*Aim of the exercise*
What lines below contain the word "stream"? Please pull each one out.

*Exercise inputs*
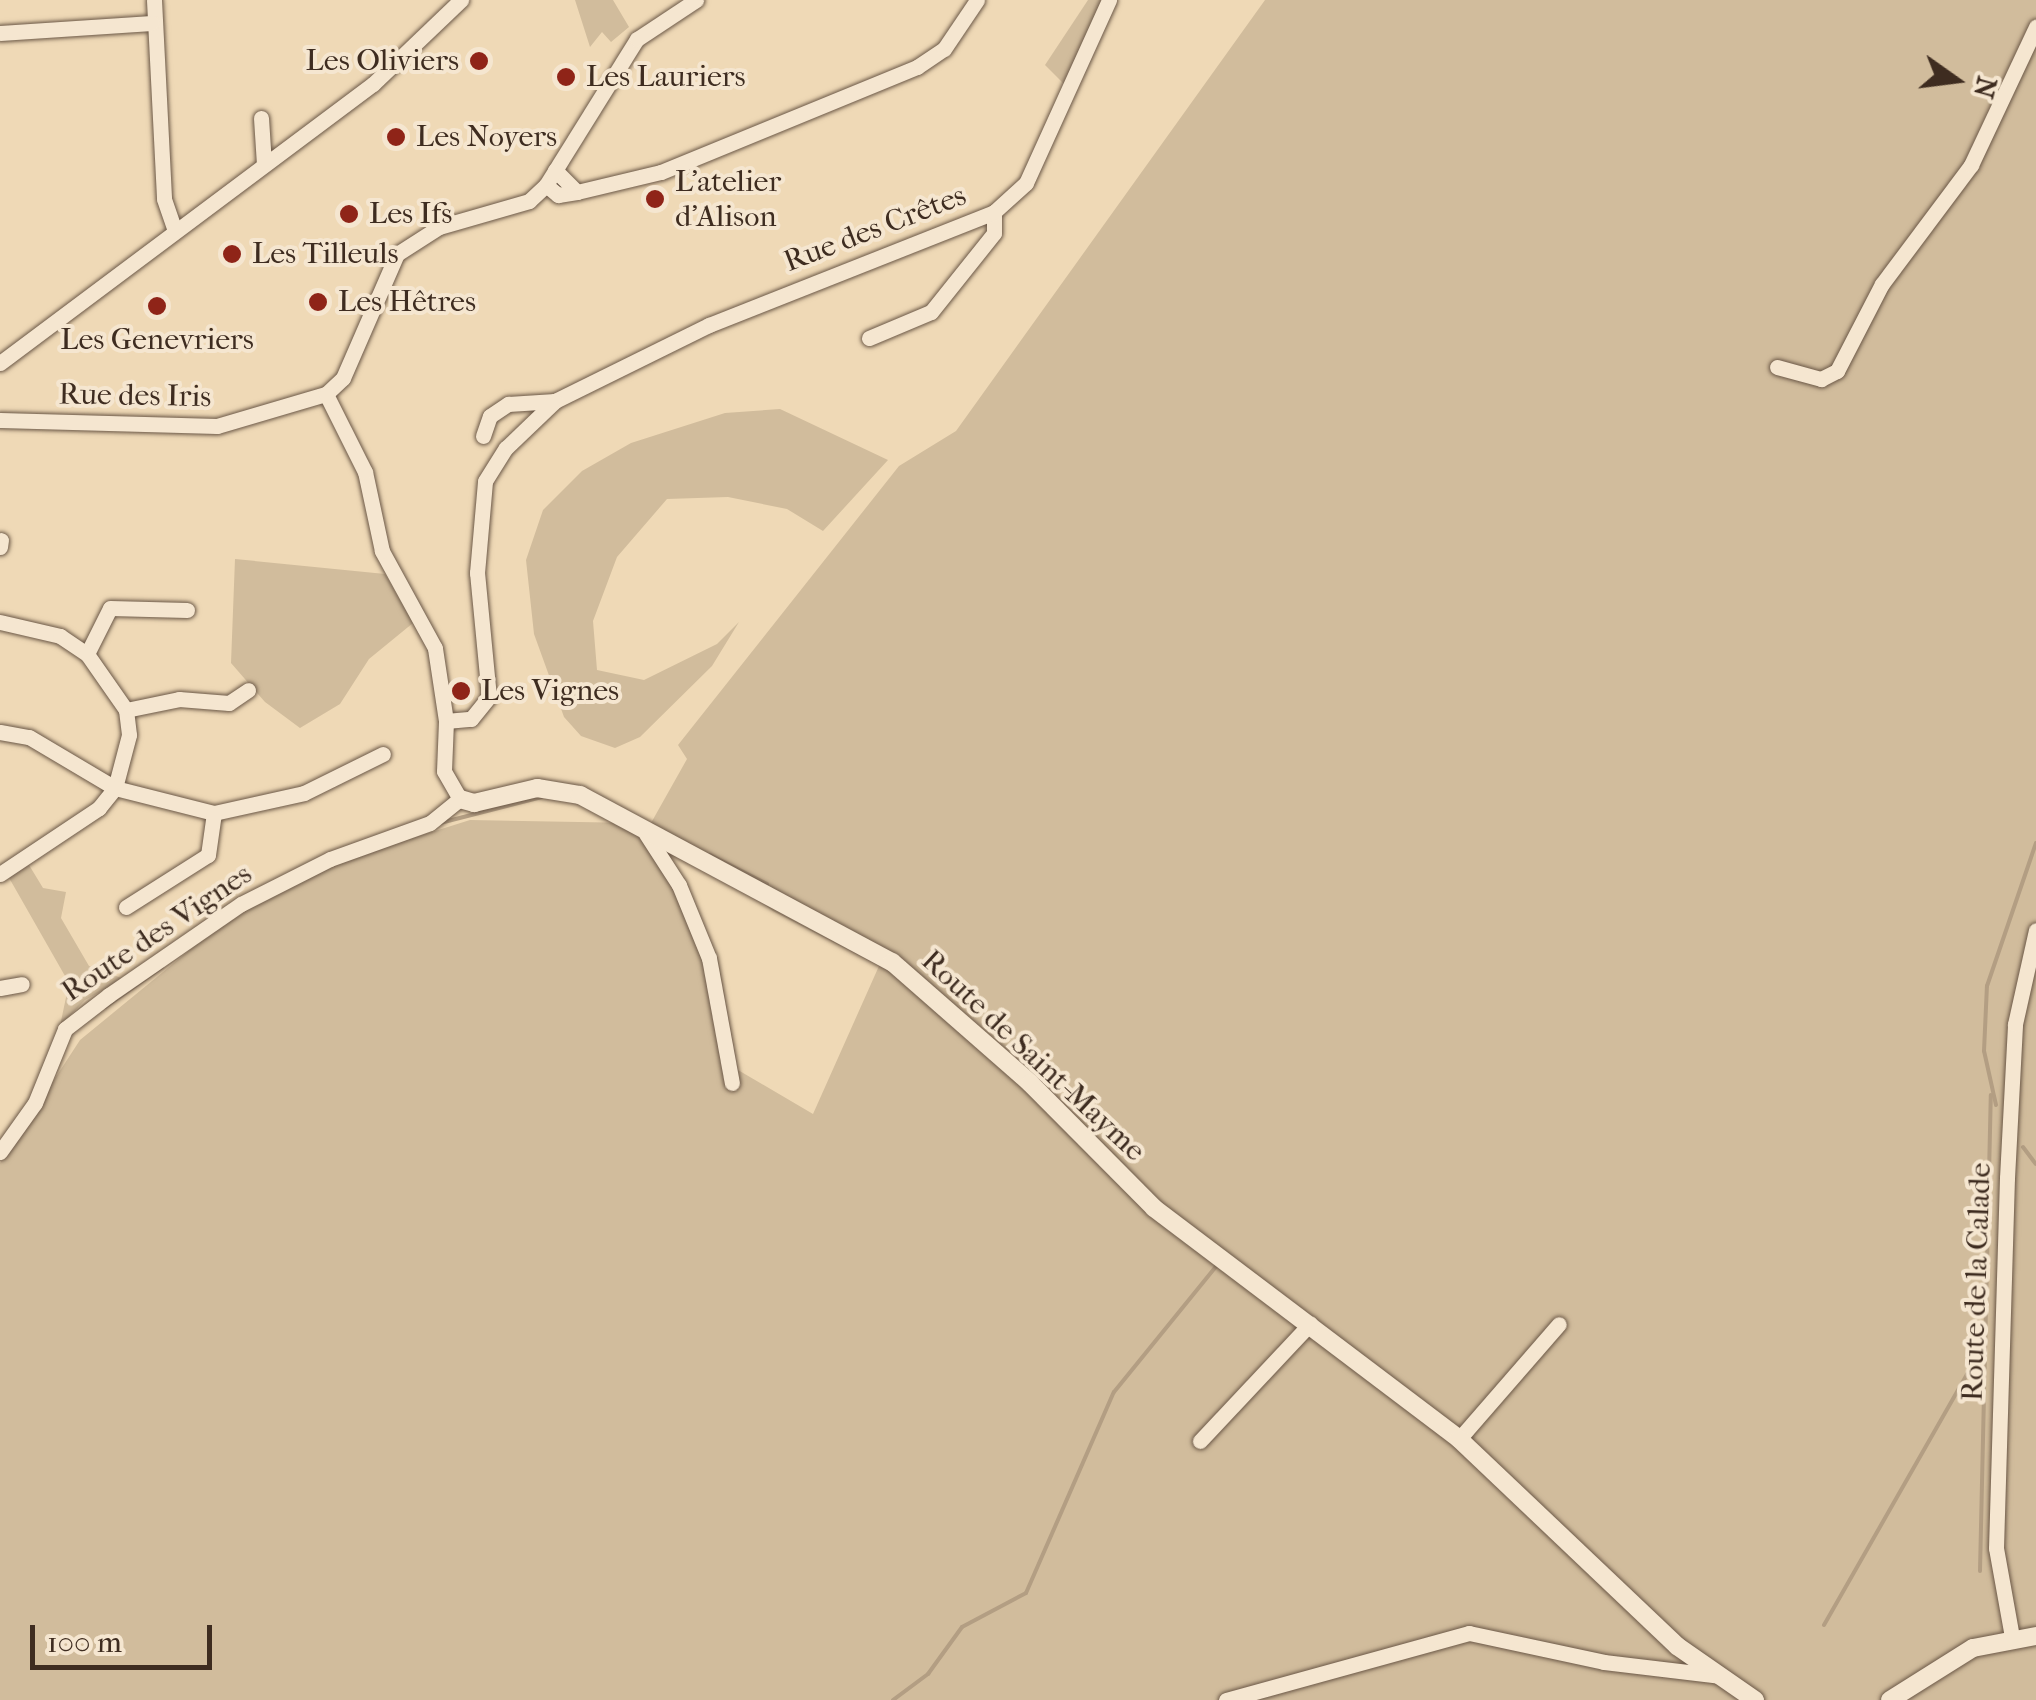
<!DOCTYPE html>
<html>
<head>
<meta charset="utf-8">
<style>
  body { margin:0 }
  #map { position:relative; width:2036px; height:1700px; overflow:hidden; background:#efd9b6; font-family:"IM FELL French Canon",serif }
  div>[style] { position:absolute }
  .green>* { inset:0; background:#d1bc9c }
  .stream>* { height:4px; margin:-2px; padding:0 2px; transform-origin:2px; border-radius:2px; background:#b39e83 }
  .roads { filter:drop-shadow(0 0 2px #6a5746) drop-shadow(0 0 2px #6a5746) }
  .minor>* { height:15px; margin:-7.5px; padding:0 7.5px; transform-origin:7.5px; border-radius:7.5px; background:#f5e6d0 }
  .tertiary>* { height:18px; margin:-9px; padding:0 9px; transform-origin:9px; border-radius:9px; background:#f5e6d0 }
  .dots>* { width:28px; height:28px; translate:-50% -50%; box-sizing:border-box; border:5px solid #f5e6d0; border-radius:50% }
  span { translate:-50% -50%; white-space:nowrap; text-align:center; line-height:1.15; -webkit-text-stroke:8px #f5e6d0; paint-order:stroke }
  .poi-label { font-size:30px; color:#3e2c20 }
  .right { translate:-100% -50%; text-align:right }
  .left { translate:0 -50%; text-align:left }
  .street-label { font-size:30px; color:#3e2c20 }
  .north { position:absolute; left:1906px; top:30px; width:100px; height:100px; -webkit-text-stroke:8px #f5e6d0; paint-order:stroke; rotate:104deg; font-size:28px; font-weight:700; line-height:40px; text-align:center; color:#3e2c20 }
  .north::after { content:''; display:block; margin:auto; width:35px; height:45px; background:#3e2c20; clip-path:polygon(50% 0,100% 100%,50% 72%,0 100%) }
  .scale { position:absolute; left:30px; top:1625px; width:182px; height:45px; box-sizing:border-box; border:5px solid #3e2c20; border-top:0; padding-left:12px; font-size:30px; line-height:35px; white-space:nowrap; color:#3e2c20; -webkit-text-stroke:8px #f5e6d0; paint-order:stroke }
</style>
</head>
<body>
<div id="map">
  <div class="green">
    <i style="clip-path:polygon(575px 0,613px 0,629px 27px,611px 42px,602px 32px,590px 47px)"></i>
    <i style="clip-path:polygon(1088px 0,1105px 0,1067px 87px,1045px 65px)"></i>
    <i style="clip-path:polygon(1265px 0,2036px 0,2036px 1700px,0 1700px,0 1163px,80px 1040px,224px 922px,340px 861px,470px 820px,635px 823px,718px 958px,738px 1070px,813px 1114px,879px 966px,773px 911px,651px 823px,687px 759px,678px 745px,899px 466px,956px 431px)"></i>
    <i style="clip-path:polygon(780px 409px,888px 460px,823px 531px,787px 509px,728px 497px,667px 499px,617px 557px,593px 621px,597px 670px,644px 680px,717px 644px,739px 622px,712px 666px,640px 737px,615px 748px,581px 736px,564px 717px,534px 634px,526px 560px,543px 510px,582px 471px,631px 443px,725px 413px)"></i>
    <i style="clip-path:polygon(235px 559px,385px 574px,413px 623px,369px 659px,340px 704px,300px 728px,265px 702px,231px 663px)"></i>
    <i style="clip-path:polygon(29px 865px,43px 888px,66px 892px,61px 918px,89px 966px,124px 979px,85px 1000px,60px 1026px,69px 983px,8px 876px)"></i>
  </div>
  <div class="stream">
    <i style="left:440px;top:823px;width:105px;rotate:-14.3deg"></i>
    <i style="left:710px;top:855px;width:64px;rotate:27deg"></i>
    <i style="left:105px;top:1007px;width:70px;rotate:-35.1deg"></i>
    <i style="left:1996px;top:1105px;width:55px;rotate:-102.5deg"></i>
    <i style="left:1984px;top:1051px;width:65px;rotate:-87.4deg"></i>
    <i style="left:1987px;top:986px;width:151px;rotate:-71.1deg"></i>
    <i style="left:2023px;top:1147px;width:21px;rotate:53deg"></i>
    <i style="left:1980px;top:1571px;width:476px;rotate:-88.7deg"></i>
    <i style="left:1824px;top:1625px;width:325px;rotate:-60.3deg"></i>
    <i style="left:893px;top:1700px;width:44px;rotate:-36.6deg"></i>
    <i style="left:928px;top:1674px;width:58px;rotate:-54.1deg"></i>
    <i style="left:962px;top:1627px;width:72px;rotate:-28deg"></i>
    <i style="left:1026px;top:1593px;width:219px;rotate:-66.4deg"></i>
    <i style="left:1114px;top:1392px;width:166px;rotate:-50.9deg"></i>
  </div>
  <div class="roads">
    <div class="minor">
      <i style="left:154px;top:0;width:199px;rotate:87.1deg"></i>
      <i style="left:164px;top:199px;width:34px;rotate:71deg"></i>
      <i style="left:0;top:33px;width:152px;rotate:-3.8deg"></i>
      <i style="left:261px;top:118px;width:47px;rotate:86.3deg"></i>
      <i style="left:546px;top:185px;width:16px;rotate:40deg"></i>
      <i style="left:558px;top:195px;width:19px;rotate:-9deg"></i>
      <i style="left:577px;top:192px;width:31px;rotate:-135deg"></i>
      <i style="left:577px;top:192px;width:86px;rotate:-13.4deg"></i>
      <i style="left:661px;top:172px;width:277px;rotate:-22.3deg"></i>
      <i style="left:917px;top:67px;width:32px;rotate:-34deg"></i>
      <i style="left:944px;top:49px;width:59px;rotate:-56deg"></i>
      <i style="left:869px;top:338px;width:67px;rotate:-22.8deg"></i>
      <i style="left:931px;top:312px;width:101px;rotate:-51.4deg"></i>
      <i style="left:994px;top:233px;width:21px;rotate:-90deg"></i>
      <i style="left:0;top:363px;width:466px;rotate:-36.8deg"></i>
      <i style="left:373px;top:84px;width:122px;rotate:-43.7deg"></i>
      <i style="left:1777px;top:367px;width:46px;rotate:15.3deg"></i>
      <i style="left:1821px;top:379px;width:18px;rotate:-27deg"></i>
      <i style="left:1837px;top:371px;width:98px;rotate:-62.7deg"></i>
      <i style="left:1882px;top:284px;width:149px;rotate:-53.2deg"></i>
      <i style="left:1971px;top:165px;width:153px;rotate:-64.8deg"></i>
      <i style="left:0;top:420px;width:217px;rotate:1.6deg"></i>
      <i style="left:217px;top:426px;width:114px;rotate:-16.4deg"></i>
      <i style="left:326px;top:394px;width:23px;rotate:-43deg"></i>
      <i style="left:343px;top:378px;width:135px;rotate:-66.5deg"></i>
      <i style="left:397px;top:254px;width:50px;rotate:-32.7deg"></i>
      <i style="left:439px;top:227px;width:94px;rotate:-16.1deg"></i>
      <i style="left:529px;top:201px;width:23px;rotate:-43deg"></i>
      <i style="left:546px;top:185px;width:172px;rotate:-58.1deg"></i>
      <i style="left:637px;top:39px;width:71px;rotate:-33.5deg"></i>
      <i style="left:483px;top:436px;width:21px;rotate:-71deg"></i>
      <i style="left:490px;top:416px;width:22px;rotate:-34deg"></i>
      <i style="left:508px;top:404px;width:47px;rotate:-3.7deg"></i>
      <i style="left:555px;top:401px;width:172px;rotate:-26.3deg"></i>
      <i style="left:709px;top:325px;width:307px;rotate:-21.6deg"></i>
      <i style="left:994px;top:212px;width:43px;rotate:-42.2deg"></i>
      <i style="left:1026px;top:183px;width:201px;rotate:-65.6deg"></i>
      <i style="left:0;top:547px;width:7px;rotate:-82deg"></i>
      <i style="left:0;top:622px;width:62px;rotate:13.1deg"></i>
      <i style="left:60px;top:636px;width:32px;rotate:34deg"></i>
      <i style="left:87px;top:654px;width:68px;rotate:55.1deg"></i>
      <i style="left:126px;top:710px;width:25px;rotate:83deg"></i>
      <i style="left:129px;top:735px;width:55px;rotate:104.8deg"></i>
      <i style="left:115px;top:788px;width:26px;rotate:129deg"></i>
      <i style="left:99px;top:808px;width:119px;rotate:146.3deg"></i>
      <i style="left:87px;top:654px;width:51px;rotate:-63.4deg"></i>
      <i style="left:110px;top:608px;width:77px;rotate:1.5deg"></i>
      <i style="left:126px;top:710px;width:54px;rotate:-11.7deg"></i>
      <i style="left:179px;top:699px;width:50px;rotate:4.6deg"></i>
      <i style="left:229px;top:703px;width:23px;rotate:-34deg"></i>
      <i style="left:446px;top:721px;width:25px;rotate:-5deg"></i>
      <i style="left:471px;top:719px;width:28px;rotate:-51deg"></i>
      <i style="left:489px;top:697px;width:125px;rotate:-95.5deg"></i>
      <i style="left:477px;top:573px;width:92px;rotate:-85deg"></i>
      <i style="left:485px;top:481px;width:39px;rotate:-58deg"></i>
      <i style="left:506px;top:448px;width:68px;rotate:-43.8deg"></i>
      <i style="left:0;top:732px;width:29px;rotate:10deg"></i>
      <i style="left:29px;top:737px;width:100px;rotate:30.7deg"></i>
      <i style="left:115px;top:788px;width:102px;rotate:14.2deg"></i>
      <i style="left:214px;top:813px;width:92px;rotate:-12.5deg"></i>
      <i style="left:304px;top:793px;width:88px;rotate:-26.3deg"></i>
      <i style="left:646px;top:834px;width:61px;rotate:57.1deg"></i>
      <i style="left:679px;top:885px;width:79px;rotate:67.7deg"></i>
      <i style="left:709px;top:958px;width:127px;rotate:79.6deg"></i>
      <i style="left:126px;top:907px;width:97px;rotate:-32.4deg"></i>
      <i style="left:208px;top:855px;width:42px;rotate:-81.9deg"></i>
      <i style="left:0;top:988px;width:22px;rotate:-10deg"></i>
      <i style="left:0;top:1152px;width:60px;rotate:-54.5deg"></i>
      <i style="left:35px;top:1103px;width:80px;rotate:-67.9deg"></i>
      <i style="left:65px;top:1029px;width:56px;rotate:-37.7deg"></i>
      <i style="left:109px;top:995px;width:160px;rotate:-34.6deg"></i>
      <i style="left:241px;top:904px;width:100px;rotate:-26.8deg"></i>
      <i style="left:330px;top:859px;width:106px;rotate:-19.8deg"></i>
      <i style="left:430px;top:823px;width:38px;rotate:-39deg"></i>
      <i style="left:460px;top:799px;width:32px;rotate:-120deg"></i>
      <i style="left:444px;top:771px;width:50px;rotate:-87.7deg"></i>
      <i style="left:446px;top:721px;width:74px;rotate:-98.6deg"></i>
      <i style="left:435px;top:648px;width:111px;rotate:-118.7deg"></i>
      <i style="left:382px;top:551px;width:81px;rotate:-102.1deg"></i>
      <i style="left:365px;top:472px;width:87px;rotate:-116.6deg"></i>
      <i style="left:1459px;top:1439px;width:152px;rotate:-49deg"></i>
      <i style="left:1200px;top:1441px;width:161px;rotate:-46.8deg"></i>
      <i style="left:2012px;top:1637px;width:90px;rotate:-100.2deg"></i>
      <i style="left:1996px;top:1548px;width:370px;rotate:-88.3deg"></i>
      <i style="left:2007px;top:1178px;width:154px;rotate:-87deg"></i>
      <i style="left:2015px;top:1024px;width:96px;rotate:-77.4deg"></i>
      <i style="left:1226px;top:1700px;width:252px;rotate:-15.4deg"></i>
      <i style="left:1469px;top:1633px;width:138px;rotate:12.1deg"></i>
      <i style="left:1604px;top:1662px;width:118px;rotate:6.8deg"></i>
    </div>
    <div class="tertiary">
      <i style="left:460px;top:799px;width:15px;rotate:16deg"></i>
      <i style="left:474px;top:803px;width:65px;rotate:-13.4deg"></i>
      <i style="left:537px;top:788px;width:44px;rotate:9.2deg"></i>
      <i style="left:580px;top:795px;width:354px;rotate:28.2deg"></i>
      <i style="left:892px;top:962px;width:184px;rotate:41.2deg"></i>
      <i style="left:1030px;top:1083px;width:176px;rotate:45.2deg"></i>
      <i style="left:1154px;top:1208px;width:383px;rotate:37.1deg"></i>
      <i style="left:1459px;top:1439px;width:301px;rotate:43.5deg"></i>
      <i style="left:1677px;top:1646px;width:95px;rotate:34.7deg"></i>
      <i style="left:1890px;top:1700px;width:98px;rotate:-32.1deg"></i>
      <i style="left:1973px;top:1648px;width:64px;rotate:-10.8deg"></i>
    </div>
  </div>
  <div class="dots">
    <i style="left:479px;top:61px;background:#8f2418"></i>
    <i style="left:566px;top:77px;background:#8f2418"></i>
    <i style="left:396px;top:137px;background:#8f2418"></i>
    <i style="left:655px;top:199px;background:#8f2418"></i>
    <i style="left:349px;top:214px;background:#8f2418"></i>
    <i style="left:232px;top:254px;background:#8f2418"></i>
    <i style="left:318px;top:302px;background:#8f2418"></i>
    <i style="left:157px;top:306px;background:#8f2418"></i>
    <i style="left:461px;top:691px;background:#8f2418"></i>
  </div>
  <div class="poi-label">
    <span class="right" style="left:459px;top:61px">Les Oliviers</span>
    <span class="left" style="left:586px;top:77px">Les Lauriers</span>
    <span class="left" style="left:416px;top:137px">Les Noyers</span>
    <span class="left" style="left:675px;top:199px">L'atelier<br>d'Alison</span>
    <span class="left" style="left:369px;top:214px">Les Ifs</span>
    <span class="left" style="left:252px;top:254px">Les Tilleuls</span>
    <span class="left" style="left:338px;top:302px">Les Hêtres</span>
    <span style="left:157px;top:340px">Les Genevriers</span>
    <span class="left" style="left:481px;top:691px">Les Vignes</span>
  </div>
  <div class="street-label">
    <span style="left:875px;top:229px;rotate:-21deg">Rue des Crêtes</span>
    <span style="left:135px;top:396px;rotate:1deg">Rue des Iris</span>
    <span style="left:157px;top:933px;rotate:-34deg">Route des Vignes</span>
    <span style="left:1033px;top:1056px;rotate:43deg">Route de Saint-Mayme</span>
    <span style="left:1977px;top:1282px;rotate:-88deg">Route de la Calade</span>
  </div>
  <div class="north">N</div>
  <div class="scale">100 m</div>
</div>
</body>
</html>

*Worked solution*
  .stream>* { height:4px; margin:-2px; padding:0 2px; transform-origin:2px; border-radius:2px; background:#b39e83 }
  <div class="stream">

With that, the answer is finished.